Community-led air quality monitoring enables communities most affected by pollution to transform lived experience into credible evidence that can drive policy change. Across projects in Ghana, Bulgaria, Indonesia, the Philippines, and Nigeria, residents facing persistent exposure to smoke and toxic air lacked proof within official systems, despite clear health impacts. By generating their own data, these communities were able to make invisible harms visible and assert their right to participate in clean air decision-making.
Between 2022 and 2024, Clean Air Fund supported community-led monitoring initiatives designed to center local knowledge and participation. These projects demonstrated that when communities collect air quality data themselves, it carries strong local legitimacy and bridges gaps in official monitoring networks. Community-generated evidence helped reveal pollution hotspots, exposure patterns, and affected groups that government systems had overlooked, while also challenging assumptions about who causes pollution.
In Ghana, monitoring in low-income urban communities such as Old Fadama, Tema New Town, and Sokoban exposed extreme PM2.5 levels far above World Health Organization guidelines. The data highlighted how women head porters, fish processors, woodworkers, and residents near e-waste burning sites faced the highest exposure, despite being excluded from formal planning processes. For the first time, government officials saw neighborhood-specific evidence, prompting local authorities to begin integrating clean air considerations into development plans.
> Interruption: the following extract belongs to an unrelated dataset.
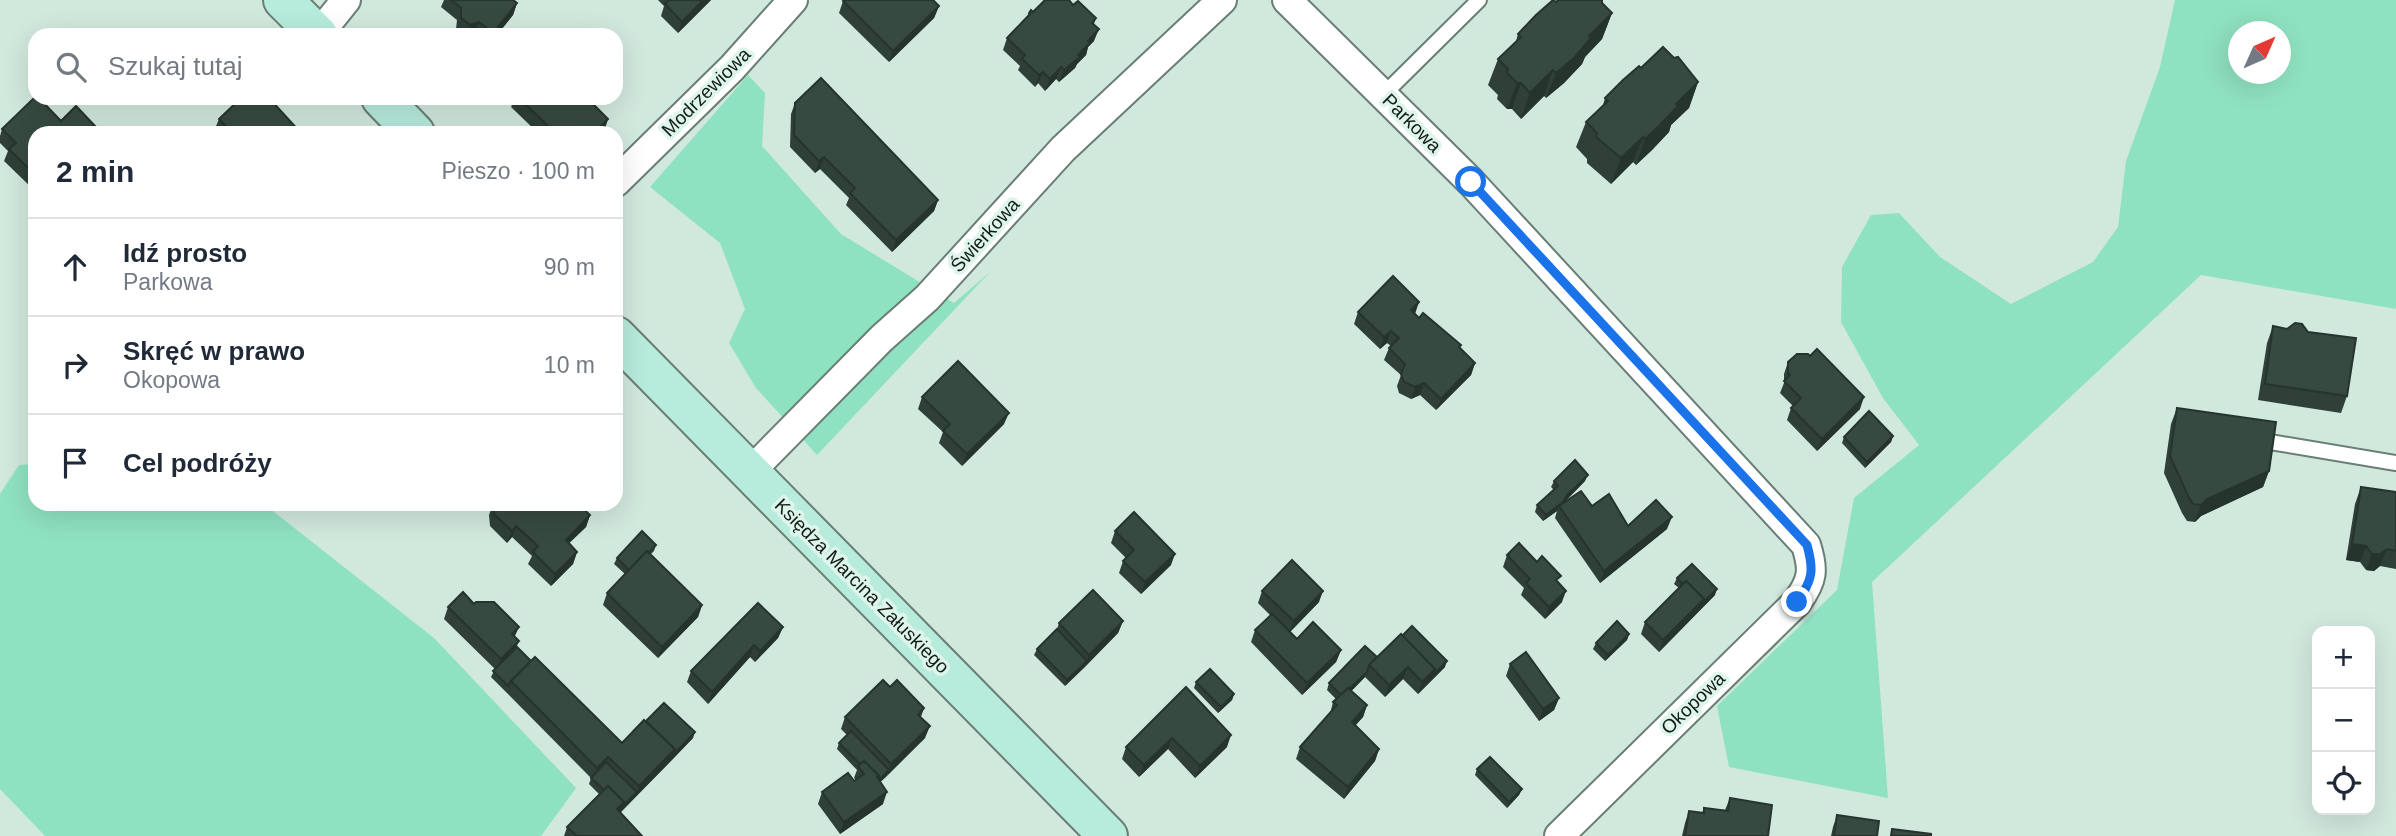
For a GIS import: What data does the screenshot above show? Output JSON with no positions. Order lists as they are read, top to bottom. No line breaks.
{"streets":{"street":["Modrzewiowa","Parkowa","Świerkowa","Księdza Marcina Załuskiego","Okopowa"]},"crossings":[["Parkowa","Okopowa"],["Świerkowa","Księdza Marcina Załuskiego"]],"north":"top right","page":{"search":"Szukaj tutaj","heading":["2 min","Pieszo · 100 m"],"list":[["Idź prosto","Parkowa","90 m"],["Skręć w prawo","Okopowa","10 m"],"Cel podróży"],"map_buttons":["+","−"]}}
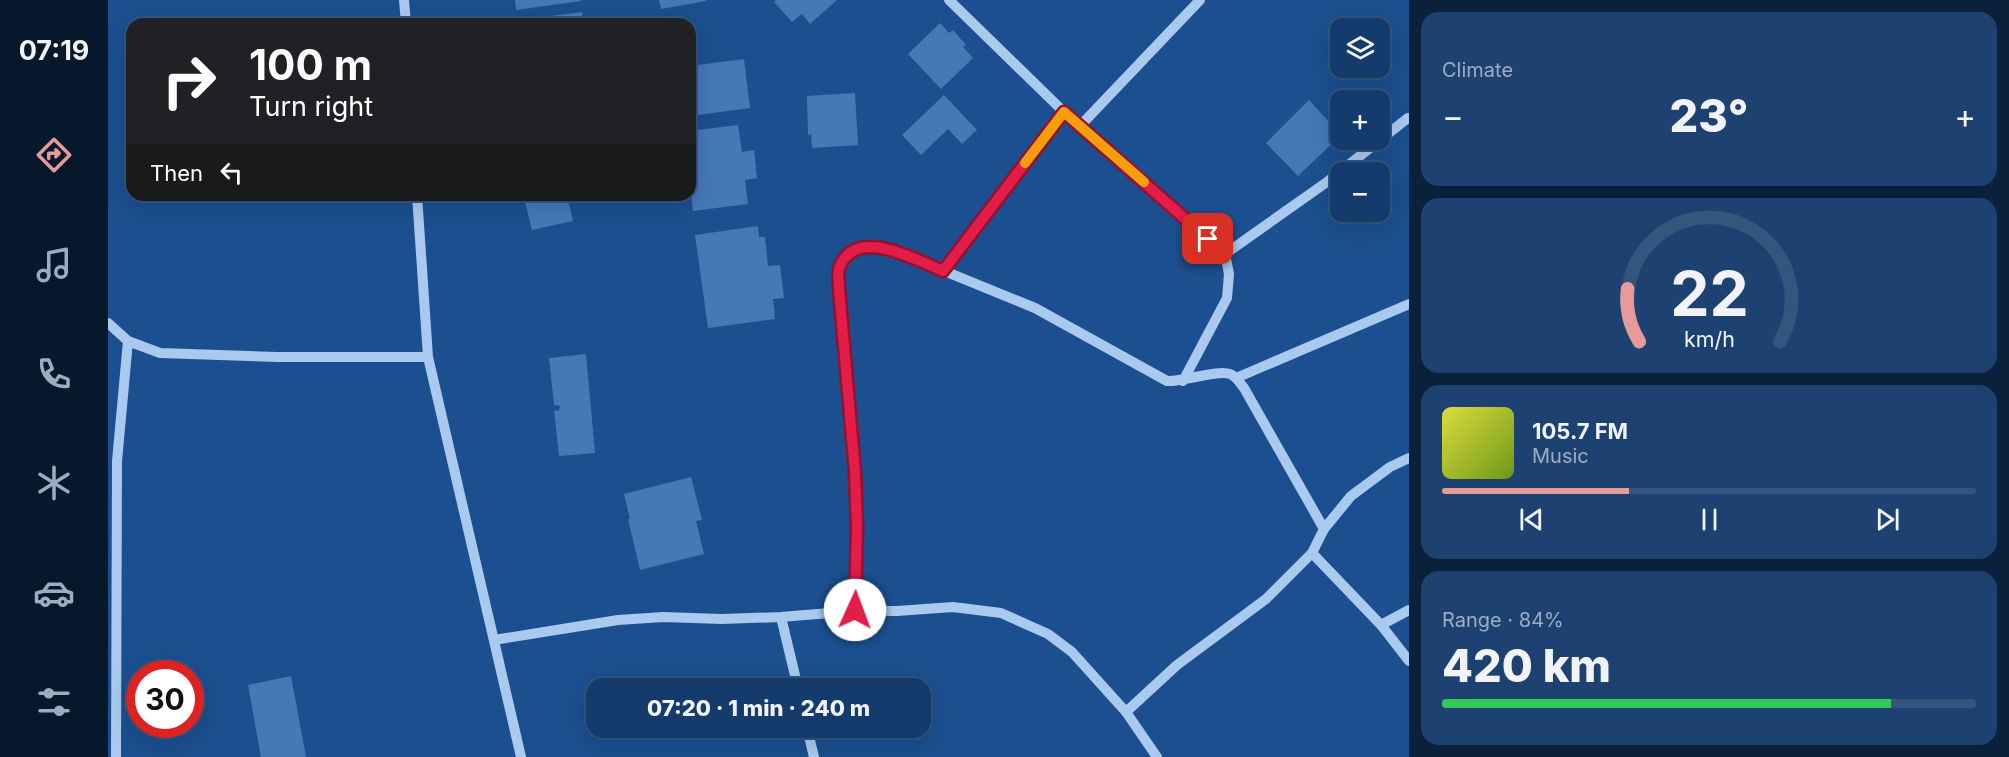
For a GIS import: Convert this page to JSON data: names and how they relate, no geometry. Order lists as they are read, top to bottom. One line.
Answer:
{"page":{"tabs":"07:19","tile":["Climate",["Range · 84%","420 km"]],"map_buttons":["+","−"],"turn":["100 m","Turn right"],"heat":["−","23°","+"],"then":"Then","song":["105.7 FM","Music"],"limit":"30","trip":"07:20 · 1 min · 240 m","gauge":["22","km/h"]}}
In Sofia, Bulgaria, community monitoring in the predominantly Roma neighborhood of Fakulteta dismantled long-standing narratives that blamed residents for winter air pollution. Data showed that pollution trends mirrored citywide seasonal patterns while also revealing that residents experienced disproportionately high exposure due to structural factors such as unaffordable heating and exclusion from clean energy subsidies. The evidence shifted policy discussions toward access and affordability, leading to dialogue with city leadership and partnerships to reduce household energy costs.
Citizen science initiatives led by GAIA in the Philippines, Nigeria, and Indonesia further demonstrated the power of community evidence. Wearable monitors showed air pollution levels exceeding health guidelines on most days, directly linking exposure to nearby waste facilities. In Dumaguete, this evidence prompted city officials to inspect a waste incinerator and temporarily suspend its operations. Similar data-driven engagement opened policy discussions in Nigeria and Indonesia, replacing protest-only strategies with evidence-based advocacy.
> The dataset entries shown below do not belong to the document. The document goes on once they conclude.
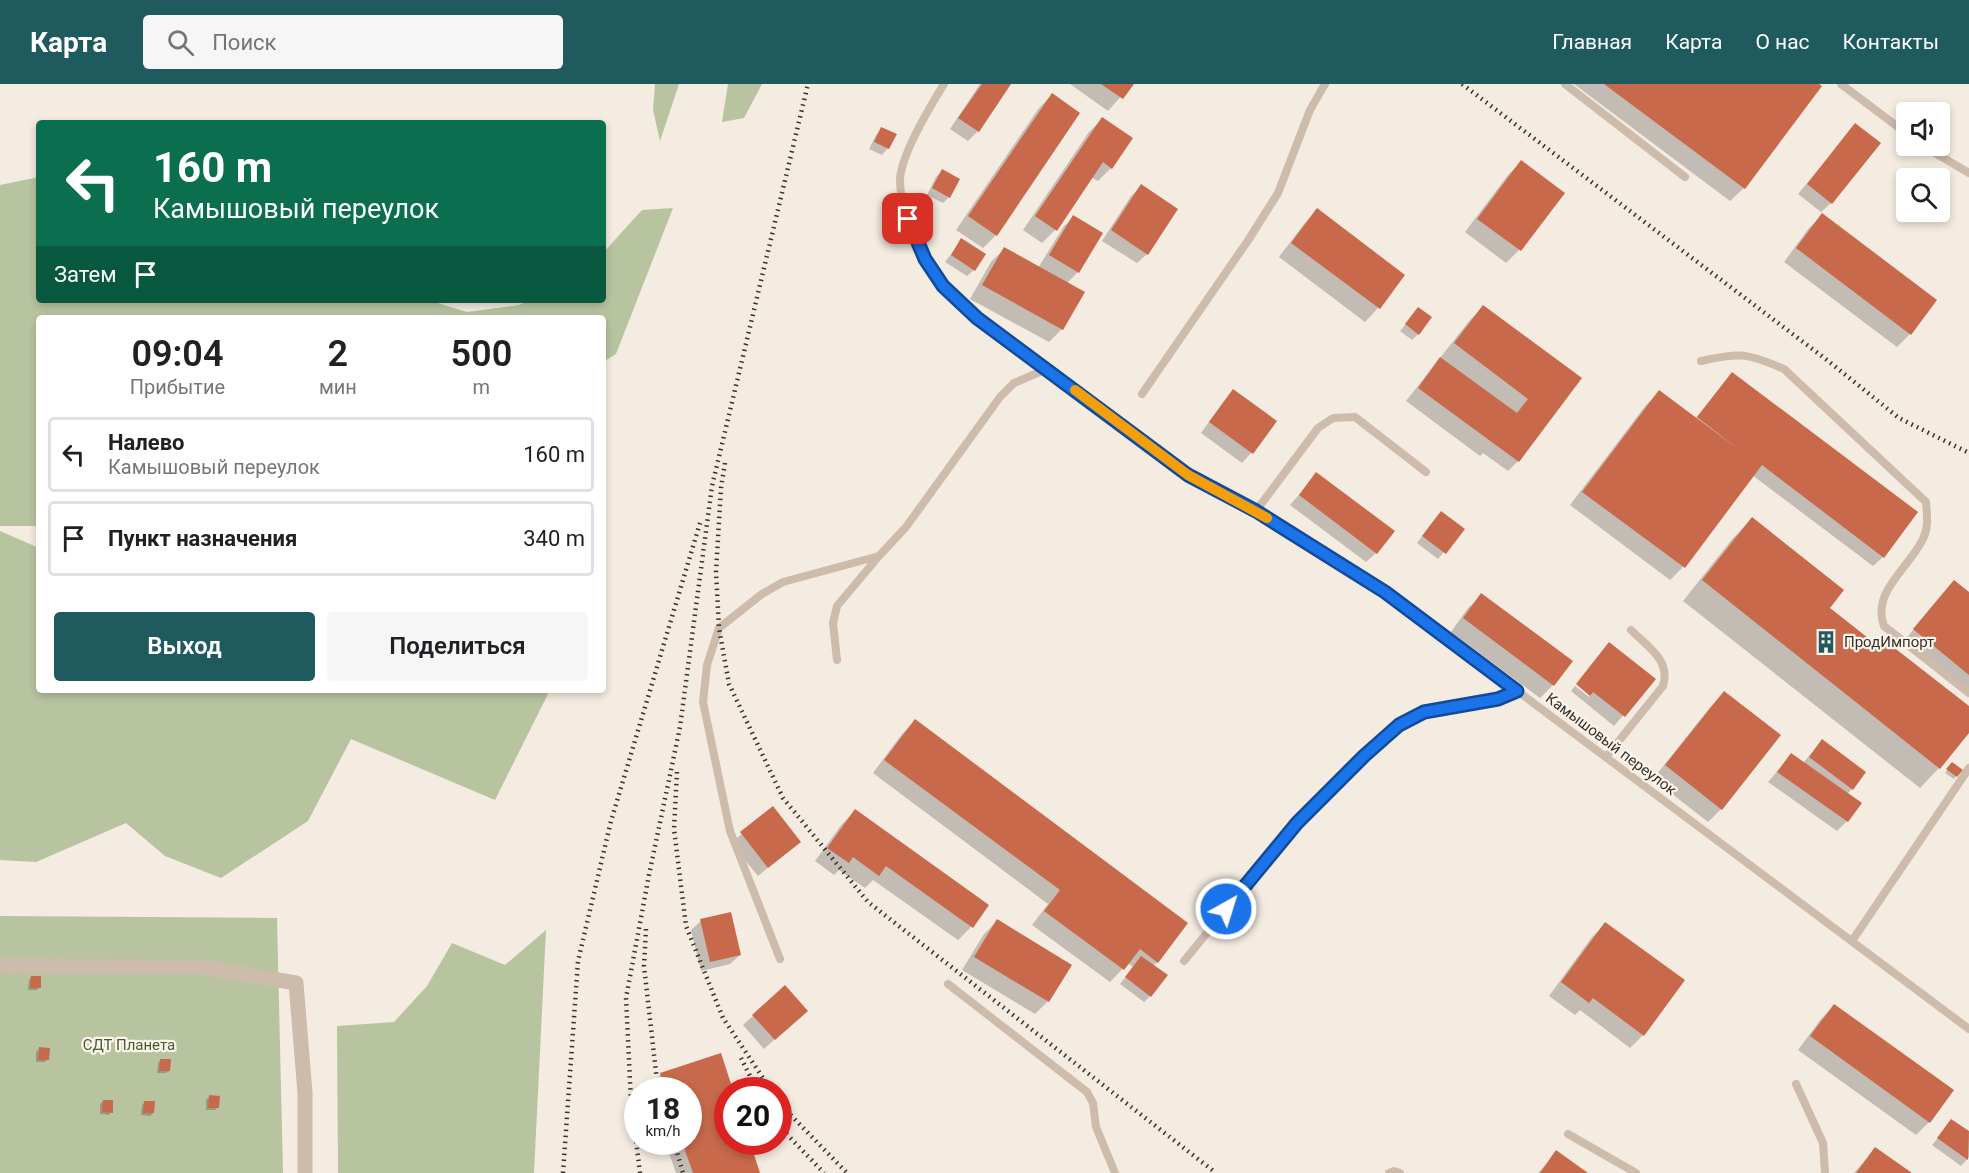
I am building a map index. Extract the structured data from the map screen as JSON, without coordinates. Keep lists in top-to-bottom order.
{
  "streets": {
    "lane": ["Камышовый переулок"]
  },
  "parks": ["СДТ Планета"],
  "places": {
    "building": ["ПродИмпорт"]
  },
  "page": {
    "header": "Карта",
    "search": "Поиск",
    "nav": [
      "Главная",
      "Карта",
      "О нас",
      "Контакты"
    ],
    "turn": ["160 m", "Камышовый переулок"],
    "then": "Затем",
    "eta": [
      "09:04",
      "Прибытие",
      "2",
      "мин",
      "500",
      "m"
    ],
    "list": [
      {
        "name": "Налево",
        "note": "Камышовый переулок",
        "value": "160 m"
      },
      {
        "name": "Пункт назначения",
        "value": "340 m"
      }
    ],
    "buttons": ["Выход", "Поделиться"],
    "speed": "18 km/h",
    "limit": "20"
  }
}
Across all projects, several common lessons emerged about what makes community air monitoring effective and inclusive. Using local languages, trusted messengers, and health-focused communication increased participation and understanding, while allowing communities to control how and when data was shared built trust. Addressing practical barriers such as transportation, connectivity, gender norms, and time constraints was essential to reaching those most exposed. Embedding local technical expertise ensured data quality and built long-term capacity, while findings consistently showed that behavior change depends on affordable alternatives, not awareness alone.
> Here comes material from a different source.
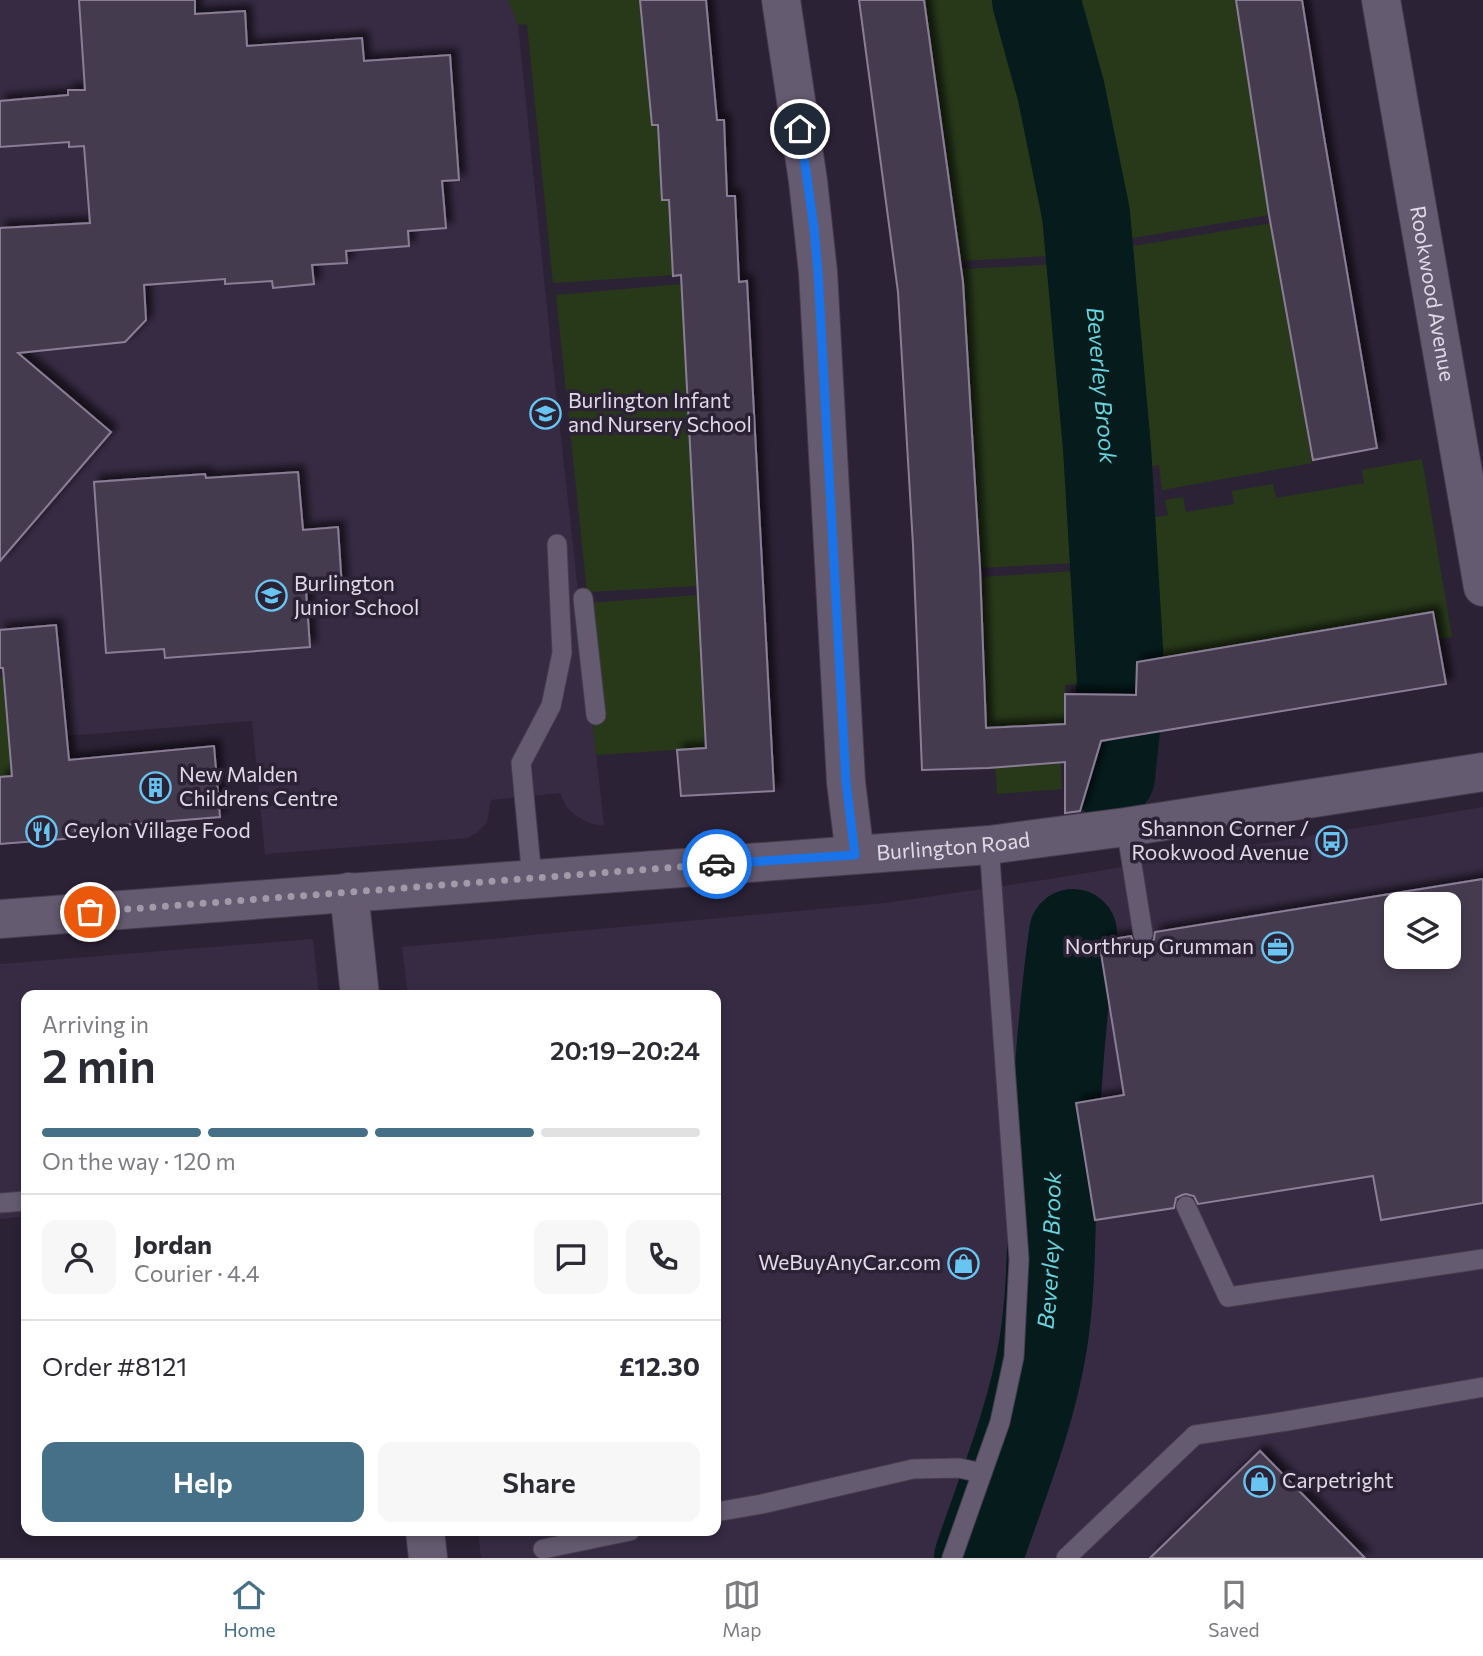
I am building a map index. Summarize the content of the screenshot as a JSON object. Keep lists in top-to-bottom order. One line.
{"streets":{"street":["Rookwood Avenue","Burlington Road"]},"water":["Beverley Brook"],"places":{"school or university":["Burlington Infant and Nursery School","Burlington Junior School"],"building":["New Malden Childrens Centre"],"restaurant":["Ceylon Village Food"],"bus stop":["Shannon Corner / Rookwood Avenue"],"office":["Northrup Grumman"],"shop":["WeBuyAnyCar.com","Carpetright"]},"page":{"heading":["2 min","Arriving in","20:19–20:24"],"panel":["Jordan","Courier · 4.4","Order #8121","£12.30"],"bar":"On the way · 120 m","buttons":["Help","Share"],"tabs":["Home","Map","Saved"]}}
Sustaining impact required integrating community monitoring into institutional systems and governance processes. Transferring equipment ownership to communities, maintaining relationships with decision-makers, and engaging the appropriate level of authority for different pollution sources were critical to translating data into action. These projects showed that while community monitoring can rapidly surface neglected issues and catalyze dialogue, lasting air quality improvement depends on long-term policy alignment and institutional strengthening.
Overall, community-led air quality monitoring strengthens clean air action by improving evidence, correcting harmful narratives, and positioning affected residents as knowledge holders rather than passive victims. Beyond filling data gaps, it ensures that those most burdened by air pollution help shape both the evidence base and the solutions that affect their health and daily lives.